____ EXCERPTED DATA
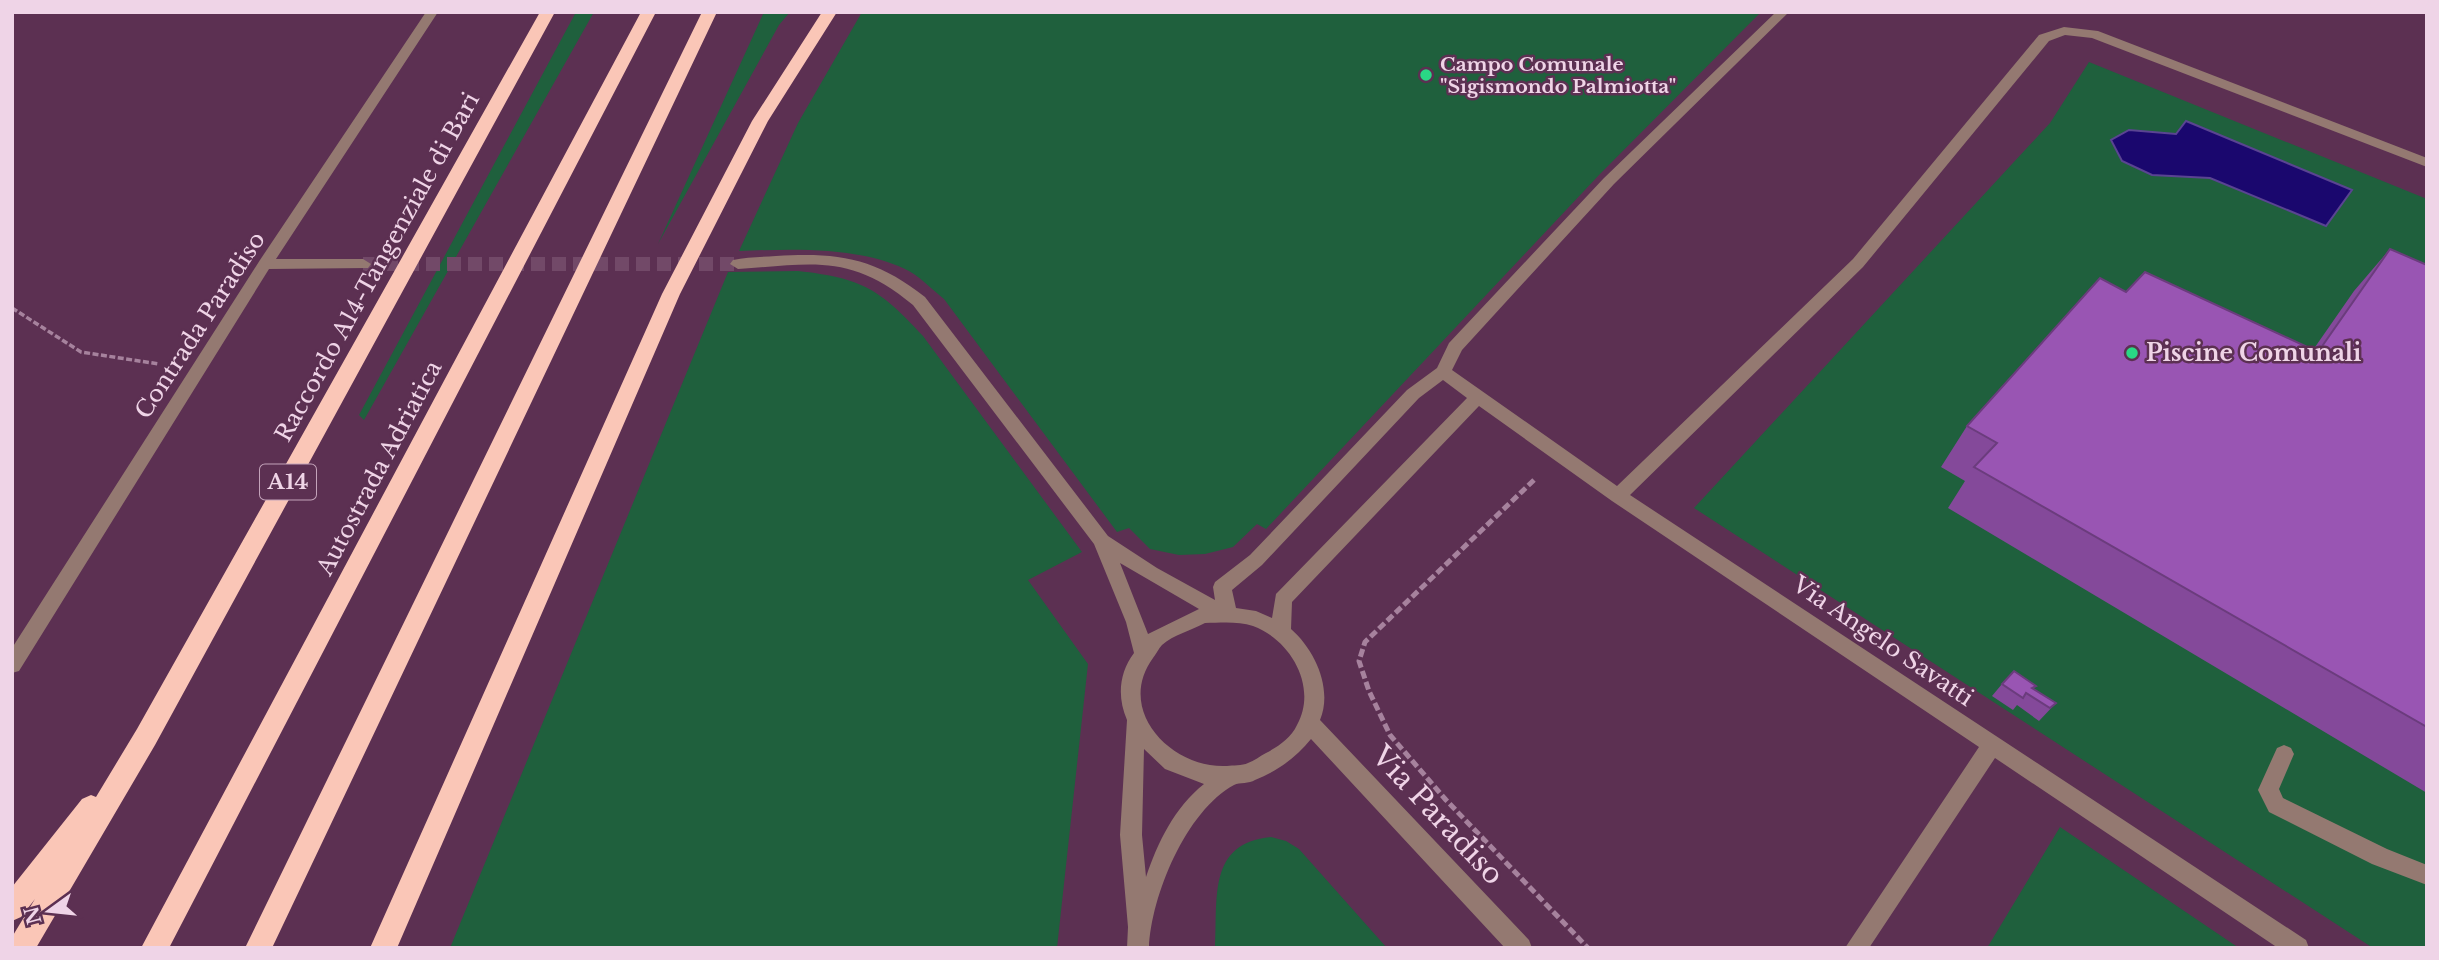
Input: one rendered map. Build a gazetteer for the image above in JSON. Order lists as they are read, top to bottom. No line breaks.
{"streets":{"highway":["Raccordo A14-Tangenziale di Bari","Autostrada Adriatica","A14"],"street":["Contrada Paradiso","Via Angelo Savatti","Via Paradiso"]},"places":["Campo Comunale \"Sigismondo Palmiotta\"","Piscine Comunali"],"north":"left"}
________
____ EXCERPTED DATA
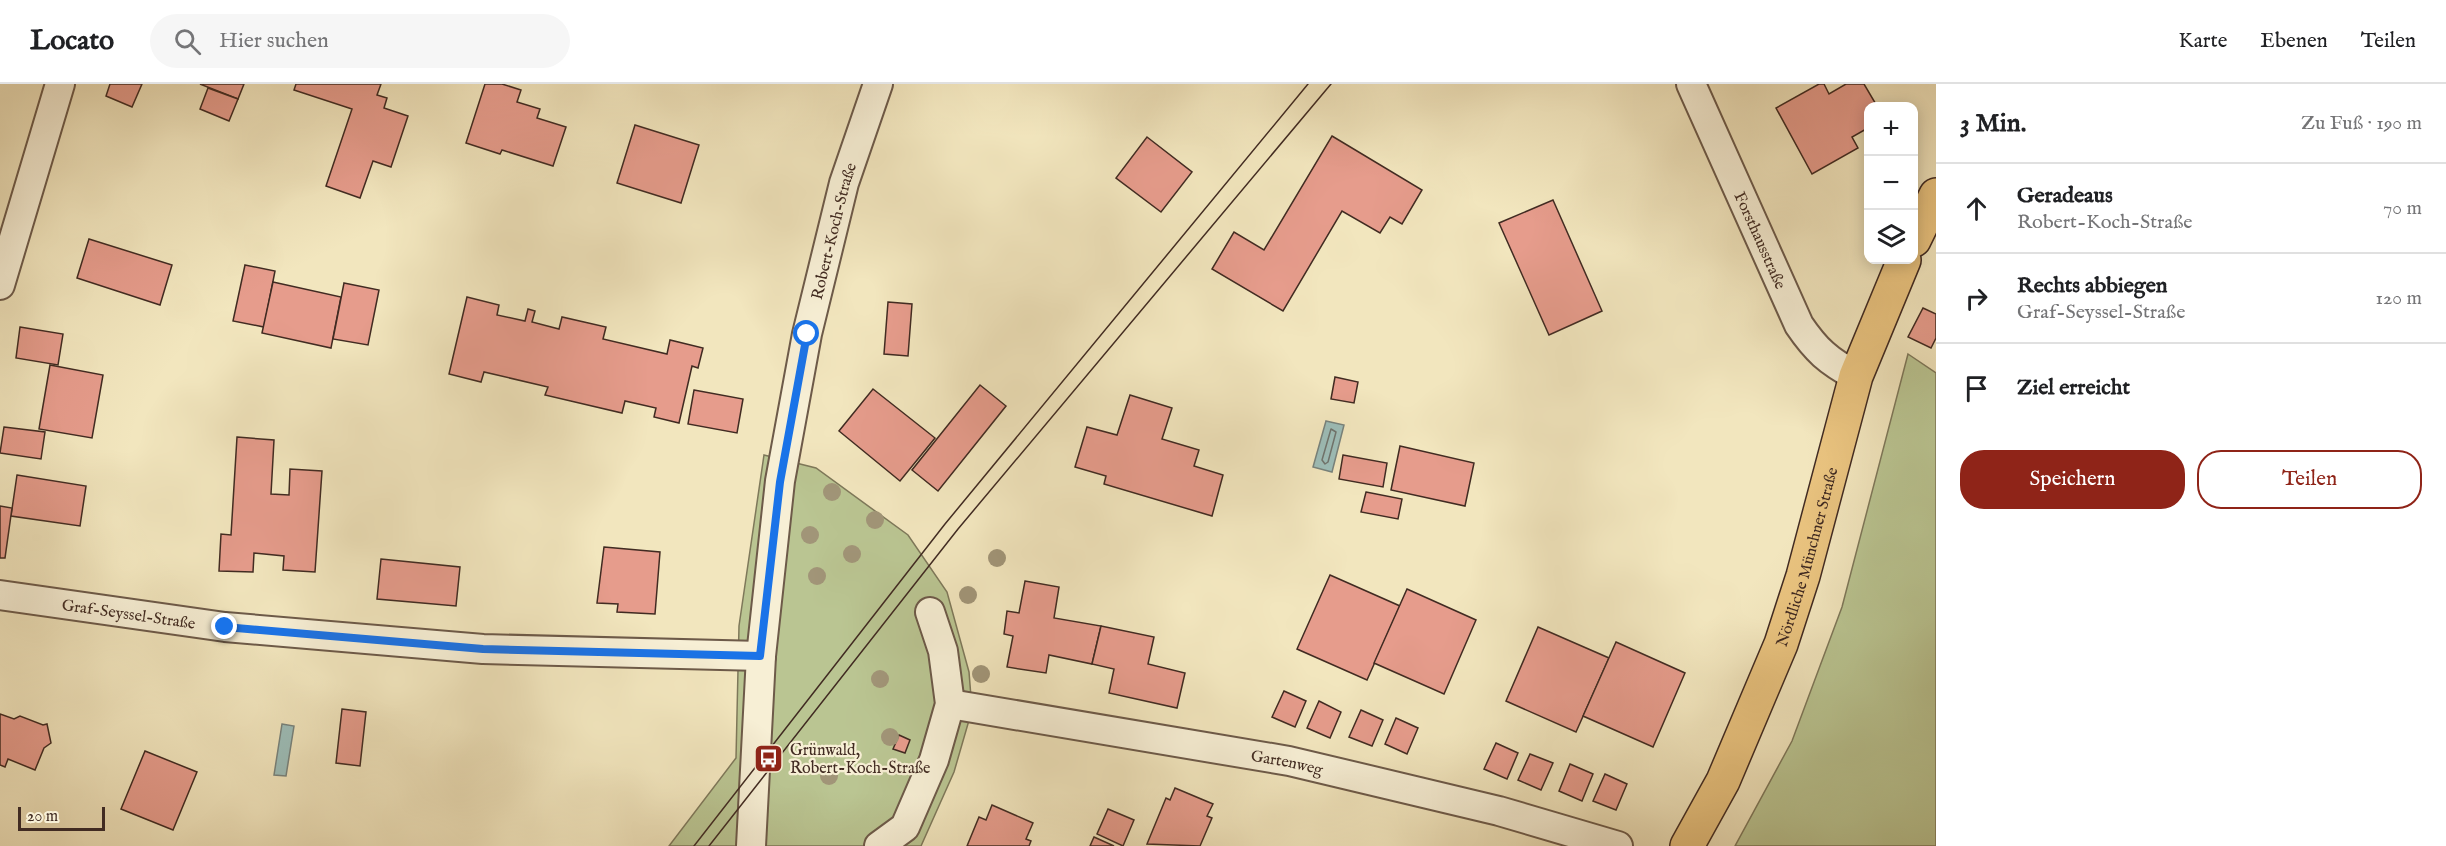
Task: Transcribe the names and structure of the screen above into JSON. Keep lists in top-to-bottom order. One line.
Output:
________
____ EXCERPTED DATA
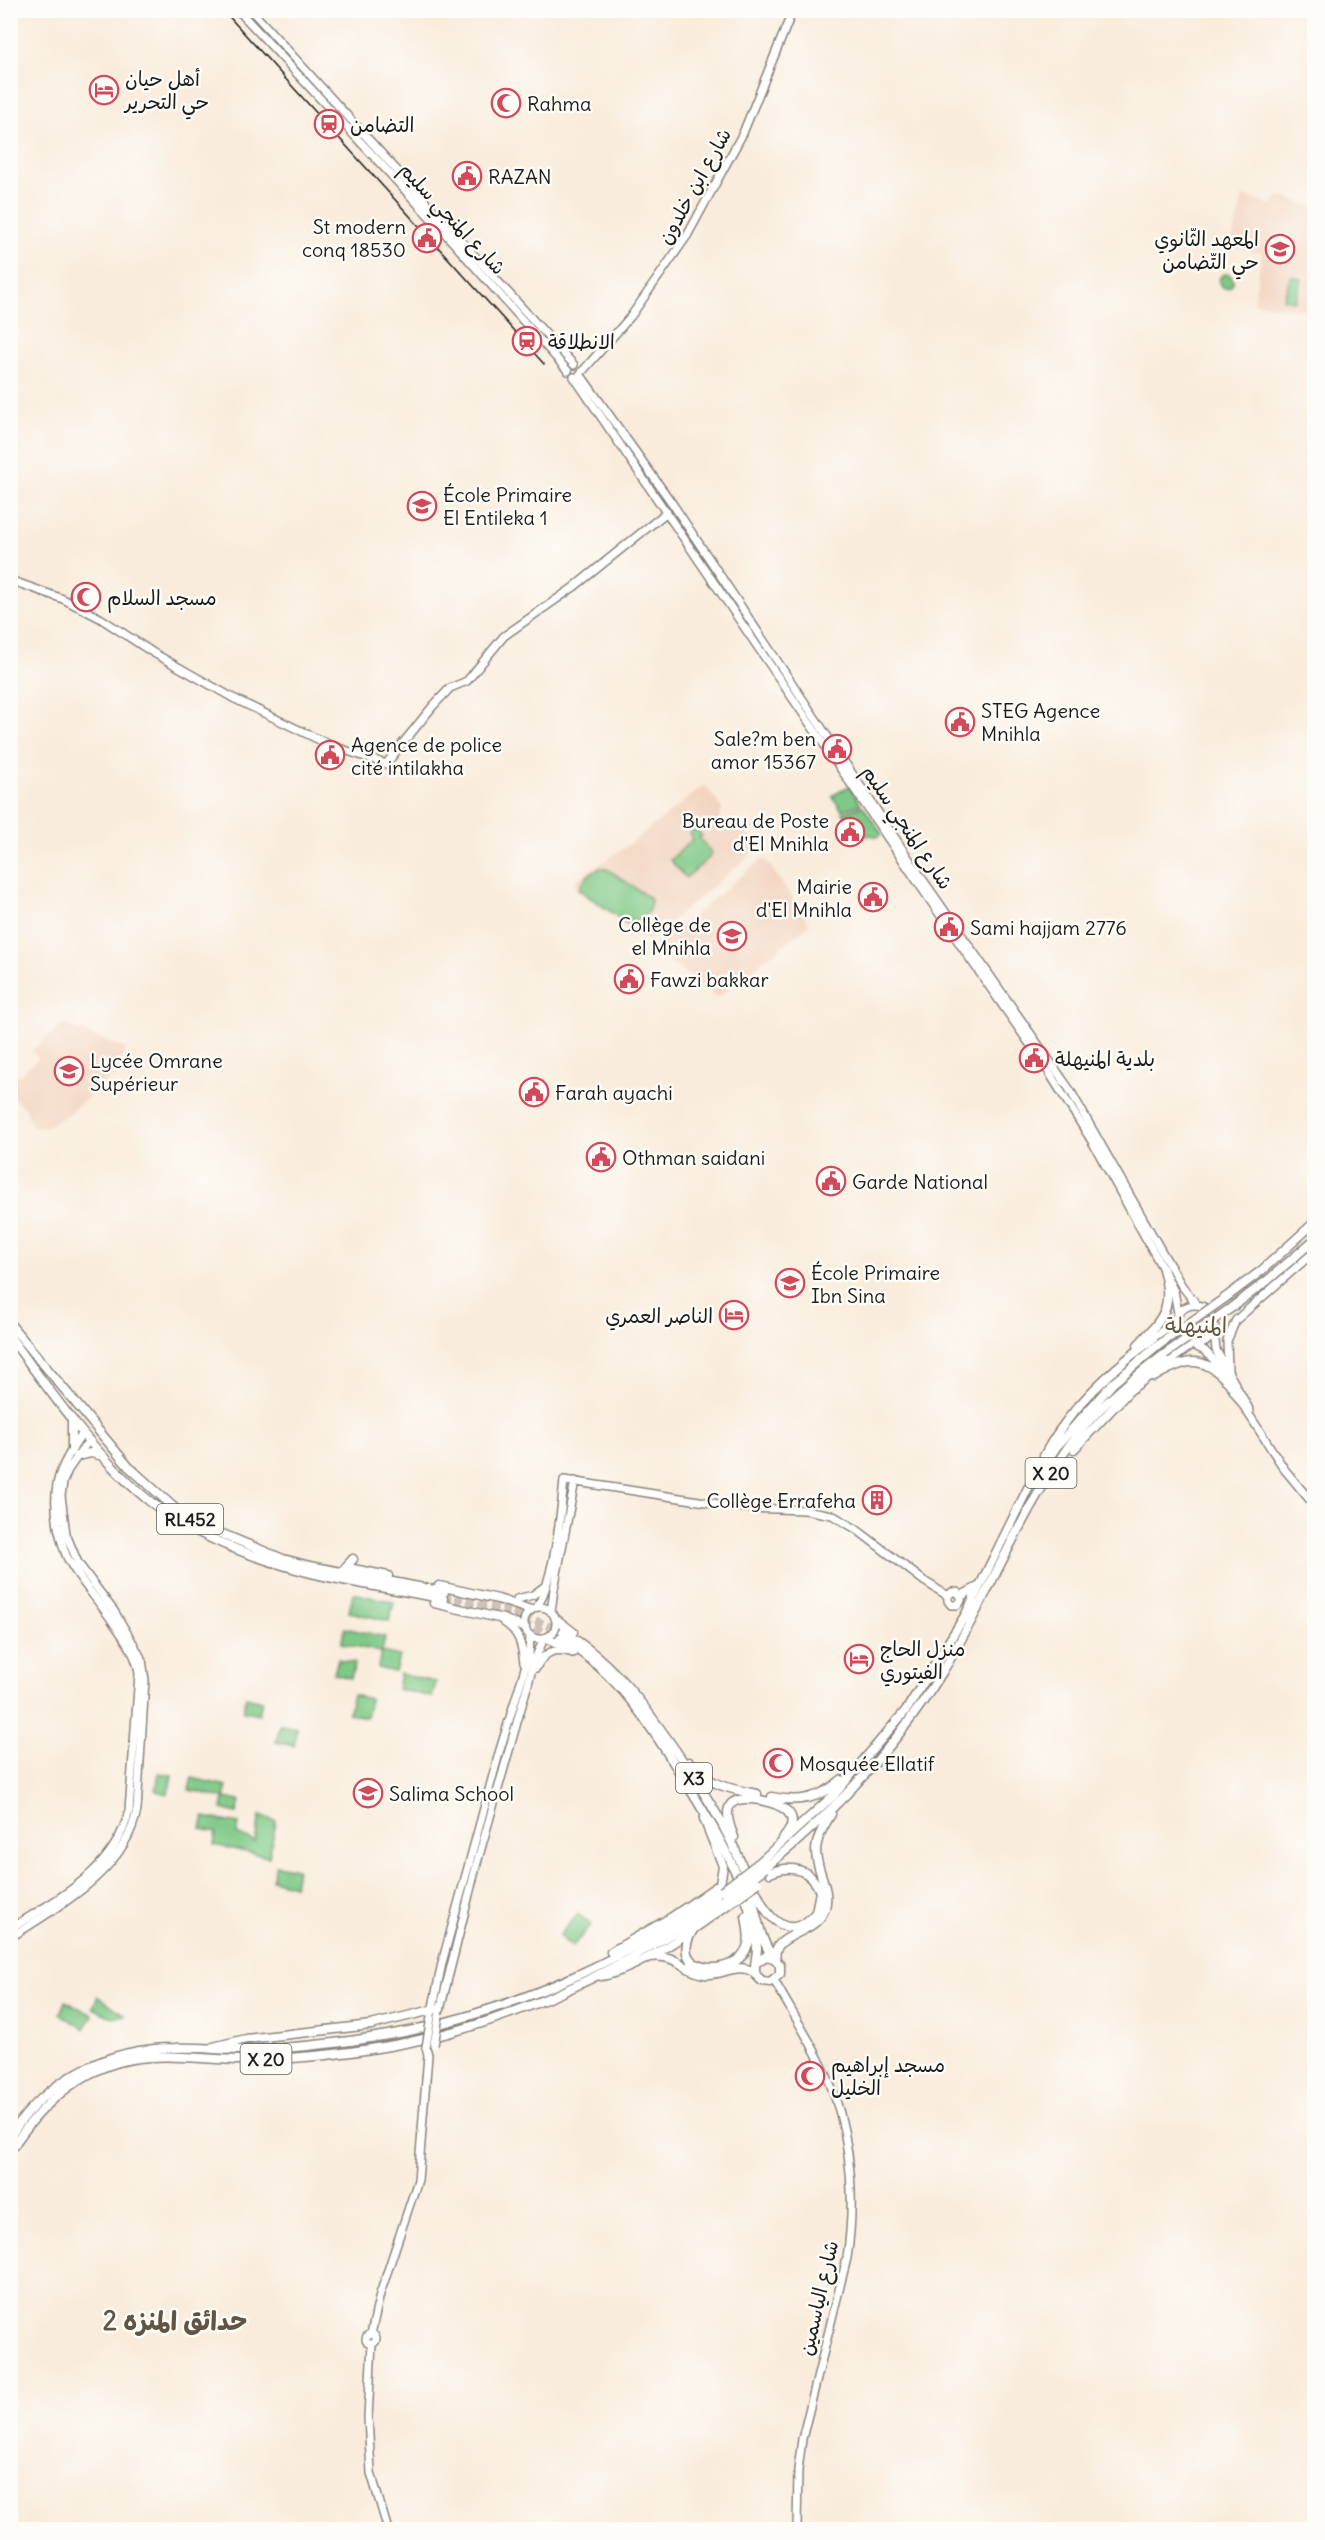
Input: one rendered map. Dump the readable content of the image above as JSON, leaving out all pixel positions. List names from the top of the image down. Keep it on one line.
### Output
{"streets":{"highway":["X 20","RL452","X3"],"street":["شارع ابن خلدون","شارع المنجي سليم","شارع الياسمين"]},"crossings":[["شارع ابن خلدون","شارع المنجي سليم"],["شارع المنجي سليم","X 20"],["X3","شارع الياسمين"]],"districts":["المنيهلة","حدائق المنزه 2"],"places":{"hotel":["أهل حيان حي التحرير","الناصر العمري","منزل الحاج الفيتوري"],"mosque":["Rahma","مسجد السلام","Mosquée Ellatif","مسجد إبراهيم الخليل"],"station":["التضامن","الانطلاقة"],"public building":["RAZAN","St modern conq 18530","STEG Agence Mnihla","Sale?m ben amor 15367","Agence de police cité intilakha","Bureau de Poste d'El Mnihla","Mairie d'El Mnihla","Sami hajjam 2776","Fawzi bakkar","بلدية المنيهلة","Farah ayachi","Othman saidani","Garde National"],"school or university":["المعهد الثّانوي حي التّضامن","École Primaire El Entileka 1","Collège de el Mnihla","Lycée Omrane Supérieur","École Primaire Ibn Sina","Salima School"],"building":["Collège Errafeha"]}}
________
Every line above that holds "names" should be copied out.

**WRITTEN ANSWER**
Task: Transcribe the names and structure of the screen above into JSON. Keep lists in top-to-bottom order. One line.
Input: one rendered map. Dump the readable content of the image above as JSON, leaving out all pixel positions. List names from the top of the image down. Keep it on one line.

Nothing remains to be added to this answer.